Photo courtesy of oldtimeblues.net
The otherwise beneficent Armstrong berated Chambers’s “nanny-goat sound and ragtime beat” but Henderson knew how to spot talent. Chambers seemed above all to be a lead player, able to confidently read down first trumpet charts, and by virtue of that role, shape the sound of the band. Chambers’s focused, somewhat piercing tone and pinpoint phrasing was likely exactly what was needed to cut through ballrooms and shellac, reading the chart as-is to provide audiences a clean melody and firm beat, and give the band a foundation for its own flights, for example on “Just Hot”:
Chambers’s also gets a solo that is far from the bleating, stiff affair alluded to by Armstrong. On “Ride, Jockey, Ride” with Trixie Smith, Chambers cuts loose, syncopating the lead, inserting some growls and then riffing behind the singer:
The choice of Chambers in a loose small group setting, alongside bona fide jazz players such as Buster Bailey, indicates that his peers likely didn’t see him entirely as a straight player or old-hat. Keeping players such as Chambers in the footnotes of jazz history leads to a sort of perennial history of the avant-garde, a narrative that skips from innovator to innovator while leaving a lot of music out of music history. It’s hard to imagine even modern trumpeters being ashamed of turning out a performance like this one.
“I Don’t Know And I Don’t Care” opens with Chambers on lead with muted obbligato by Howard Scott, now mostly known (if at all) as the poor soul holding the trumpet soloist chair with Henderson immediately before Armstrong’s arrival. Neither player sounds stiff, uncertain or ineffective, demonstrating that “hot” could be a matter of degrees rather than extremes:
Both men were particularly influenced by New York compatriots Johnny Dunn and Tom Morris, incorporating incisive double-time runs and sly wah-wah vocalisms. They seem less extroverted in their playing, easily mistaken for a lack of confidence or swing but perhaps just deliberate restraint meant to fit into the larger big band picture. The placement of notes is crisp, eighth-notes are even (but decidedly not stiff) and tone quality is clear, if not brilliant.

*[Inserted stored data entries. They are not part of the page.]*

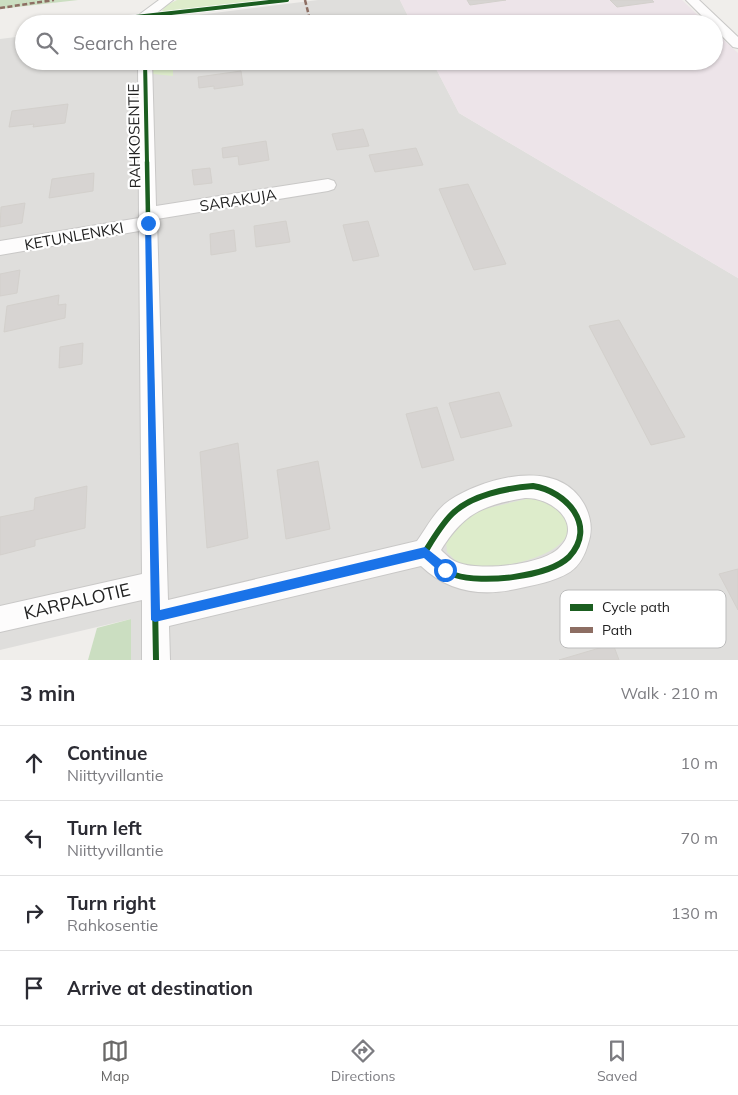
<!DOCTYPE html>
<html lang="en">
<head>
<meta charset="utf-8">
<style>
	body { margin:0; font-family:Mulish,sans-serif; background:#f7f7f7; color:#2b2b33 }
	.stop { position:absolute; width:15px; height:15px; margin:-11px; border:4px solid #1a73e8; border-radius:50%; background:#fff }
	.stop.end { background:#1a73e8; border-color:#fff; box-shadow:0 1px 5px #0008 }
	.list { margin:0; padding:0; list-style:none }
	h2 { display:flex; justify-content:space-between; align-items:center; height:65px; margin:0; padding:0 20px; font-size:21px }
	h2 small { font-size:16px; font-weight:400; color:#7c7c81 }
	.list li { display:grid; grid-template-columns:32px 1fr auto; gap:15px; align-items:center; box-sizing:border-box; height:75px; padding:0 20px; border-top:1px solid #e1e1e2 }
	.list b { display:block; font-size:19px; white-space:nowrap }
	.list p { margin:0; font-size:16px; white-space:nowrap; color:#7c7c81 }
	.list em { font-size:16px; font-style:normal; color:#7c7c81 }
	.icon { flex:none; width:28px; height:28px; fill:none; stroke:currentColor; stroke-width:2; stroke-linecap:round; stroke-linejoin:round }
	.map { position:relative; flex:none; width:738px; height:660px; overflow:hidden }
	.search { position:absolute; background:#fff; box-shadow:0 1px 4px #0004; left:15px; right:15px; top:15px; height:55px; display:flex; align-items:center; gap:12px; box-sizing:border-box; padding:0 18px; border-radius:28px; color:#7c7c81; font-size:19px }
	.sheet { height:365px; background:#fff }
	nav { display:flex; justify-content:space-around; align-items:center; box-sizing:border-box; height:70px; border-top:1px solid #e1e1e2; background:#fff; font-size:14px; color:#7c7c81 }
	nav a { display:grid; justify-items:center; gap:2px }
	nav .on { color:#6a6968 }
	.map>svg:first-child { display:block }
	.residential { fill:#dfdedc }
	.industrial { fill:#ede4e9 }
	.grass { fill:#ddeccb }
	.forest { fill:#cbdec1 }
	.building { fill:#d7d4d2; stroke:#d3d0cc }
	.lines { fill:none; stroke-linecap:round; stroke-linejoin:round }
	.minor-casing { stroke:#c9c8c7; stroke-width:2 }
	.minor { fill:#fdfcfc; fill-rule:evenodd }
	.quiet { stroke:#8d6e63; stroke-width:2.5; stroke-dasharray:5 2.5; stroke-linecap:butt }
	.cycleway-far2-casing { stroke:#fff; stroke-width:5.5 }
	.cycleway-far1-casing { stroke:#fff; stroke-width:8 }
	.cycleway-casing { stroke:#fff; stroke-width:9 }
	.cycleway-far2 { stroke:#1b5e20; stroke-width:4 }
	.cycleway-far1 { stroke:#1b5e20; stroke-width:4.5 }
	.cycleway { stroke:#1b5e20; stroke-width:6 }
	.route { fill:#1a73e8 }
	.labels { text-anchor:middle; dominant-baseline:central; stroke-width:4.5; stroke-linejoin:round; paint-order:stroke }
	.street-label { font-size:15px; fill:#222; stroke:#fff }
	.near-street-label { font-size:18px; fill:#222; stroke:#fff }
	.key { fill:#fff; stroke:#bdbdbd; stroke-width:1 }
	.key-label { font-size:14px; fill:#222 }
</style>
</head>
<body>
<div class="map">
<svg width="738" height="660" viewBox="0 0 738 660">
	<rect width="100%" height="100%" fill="#f0eeeb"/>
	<path class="residential" d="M318 0H400L412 24H126Z
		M24 36V61H432L459 113 738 278V660H131V619L0 650V39Z"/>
	<path class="industrial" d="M400 0H682L707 24H412Z
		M714 31 738 53V278L459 113 432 61H714Z"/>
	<path class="grass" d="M177 0H272L159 14 167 5Z
		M153 61H173V76L153 74Z
		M535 497C547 500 552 504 560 513 599 553 484 576 462 565 456 562 451 556 447 552L446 541 465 518 484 509Z"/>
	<path class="forest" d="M0 0H78L0 9Z
		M131 619V660H88L97 628Z"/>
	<path class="building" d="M467 0H506L470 5Z
		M610 0H652L654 2 617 7Z
		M192 61H217L218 66 193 69Z
		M241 71 243 85 214 89V86L199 88 198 77Z
		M68 104 65 123 33 127 34 124 9 127 12 111Z
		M363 129 369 146 337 150 332 134Z
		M266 141 269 160 239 165 238 156 223 158 222 148Z
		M416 148 423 165 375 172 369 155Z
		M210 168 212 183 194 185 192 170Z
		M94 173 93 191 49 198 52 179Z
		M468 184 506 264 474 270 439 189Z
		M25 203 22 223 0 227 1 207Z
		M286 221 290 242 256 247 254 226Z
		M368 221 379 256 353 261 343 225Z
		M234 230 236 251 211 255 210 234Z
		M20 270 17 293 0 296V274Z
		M59 295 58 305 66 304 65 318 4 332 7 306Z
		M619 320 685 437 651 445 589 326Z
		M83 343 82 364 59 368 60 347Z
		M499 392 512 426 461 438 449 403Z
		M437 407 454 460 422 468 406 414Z
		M238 443 248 538 207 548 200 452Z
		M318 461 330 529 286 539 277 470Z
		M87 486 85 528 35 540V546L0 555V517L34 510 35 498Z
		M738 569V610L719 574Z
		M613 644 619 660H559Z"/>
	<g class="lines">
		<defs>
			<path id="minor" d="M159 0H173L150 18V24H138L140 14Z
				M686 0H699L738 37V48L733 47 714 28V24H710Z
				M138 61H152L156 206 328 179 334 181 336 185 334 189 328 191 157 219 168 600 417 541C427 527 436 509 450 500 486 477 558 457 584 504 591 517 593 530 588 544 585 555 580 565 570 572 554 582 534 585 516 589 480 597 447 591 421 566L169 626 170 660H142V600L0 632V606L142 574 139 231 0 255V241L139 218ZM525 498C552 497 584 524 559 548 542 565 481 571 459 563 452 561 446 555 441 550 464 513 483 505 525 498Z"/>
		</defs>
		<use href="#minor" class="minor-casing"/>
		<use href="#minor" class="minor"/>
		<path class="quiet" d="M305 0 311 24
			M0 8 54 0"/>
		<defs>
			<path id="cycleway-far2" d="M73 24 287 0
				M145 61 147 163"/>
			<path id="cycleway-far1" d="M147 162 151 378"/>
			<path id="cycleway" d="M151 376 156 660
				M533 486C566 491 598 526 569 557 548 577 482 584 455 575 443 570 434 561 425 552 433 539 441 525 452 514 471 495 507 488 533 486Z
				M155 616 425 552"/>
		</defs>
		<use href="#cycleway-far2" class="cycleway-far2-casing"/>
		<use href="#cycleway-far1" class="cycleway-far1-casing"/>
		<use href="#cycleway" class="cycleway-casing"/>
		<use href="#cycleway-far2" class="cycleway-far2"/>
		<use href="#cycleway-far1" class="cycleway-far1"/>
		<use href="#cycleway" class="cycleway"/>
	</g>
	<path class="route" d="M145 221 151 223 160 610 425 547 449 566V573H441L424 558 155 622 151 620Z"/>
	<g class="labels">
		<g class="street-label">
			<text transform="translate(134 136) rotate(-91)">RAHKOSENTIE</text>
			<text transform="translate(238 200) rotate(-9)">SARAKUJA</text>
			<text transform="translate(74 236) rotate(-10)">KETUNLENKKI</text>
		</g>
		<g class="near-street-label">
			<text transform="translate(77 601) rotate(-13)">KARPALOTIE</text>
		</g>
	</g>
	<rect x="560" y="590" width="166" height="58" rx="8" class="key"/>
	<rect x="570" y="604" width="23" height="7" fill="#1b5e20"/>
	<rect x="570" y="627" width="23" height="6" fill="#8d6e63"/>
	<g class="key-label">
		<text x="602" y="612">Cycle path</text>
		<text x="602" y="635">Path</text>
	</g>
</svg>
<div class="stop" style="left:445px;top:570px"></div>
<div class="stop end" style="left:148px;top:223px"></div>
<div class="search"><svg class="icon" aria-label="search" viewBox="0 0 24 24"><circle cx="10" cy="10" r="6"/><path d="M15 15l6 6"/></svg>Search here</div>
</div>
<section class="sheet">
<h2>3 min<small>Walk · 210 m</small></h2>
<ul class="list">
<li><svg class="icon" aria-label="ahead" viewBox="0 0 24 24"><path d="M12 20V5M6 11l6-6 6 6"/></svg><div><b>Continue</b><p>Niittyvillantie</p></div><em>10 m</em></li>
<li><svg class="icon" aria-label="left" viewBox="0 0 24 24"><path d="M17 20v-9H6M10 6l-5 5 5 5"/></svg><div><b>Turn left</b><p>Niittyvillantie</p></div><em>70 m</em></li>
<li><svg class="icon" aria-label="right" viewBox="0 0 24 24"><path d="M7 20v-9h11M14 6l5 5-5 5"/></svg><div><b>Turn right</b><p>Rahkosentie</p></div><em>130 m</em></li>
<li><svg class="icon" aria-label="arrive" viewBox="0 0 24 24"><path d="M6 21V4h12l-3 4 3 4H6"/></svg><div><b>Arrive at destination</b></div></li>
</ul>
</section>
<nav>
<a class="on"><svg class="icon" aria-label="map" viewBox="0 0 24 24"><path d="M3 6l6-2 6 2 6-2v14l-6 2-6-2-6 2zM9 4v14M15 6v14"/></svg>Map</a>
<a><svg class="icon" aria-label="directions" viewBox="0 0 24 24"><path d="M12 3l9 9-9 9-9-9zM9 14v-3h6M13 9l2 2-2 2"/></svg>Directions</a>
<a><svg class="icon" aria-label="saved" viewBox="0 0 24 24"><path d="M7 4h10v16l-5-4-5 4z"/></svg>Saved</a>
</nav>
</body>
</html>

Armstrong’s phrasing and tone would outmode all of these approaches, and his sheer technical prowess as a single improviser would even make these types of semi-improvised duets obsolete. Chambers and Scott became relics, even though neither man could have been that much older than Armstrong.
Armstrong didn’t literally replace Chambers or Scott, but he secured their place in the annals as part of the “pre-Armstrong” Henderson band. The post-Armstrong band became the one referenced in textbooks and lectures. In another one of those fascinating ironies of history, the successor became the legend while the founder marched off into obscurity. Yet Chambers remains the original trumpeter for Fletcher Henderson. It was an important, ultimately thankless job, but he did it quite well, in his own way, and as more than a mere historical curiosity.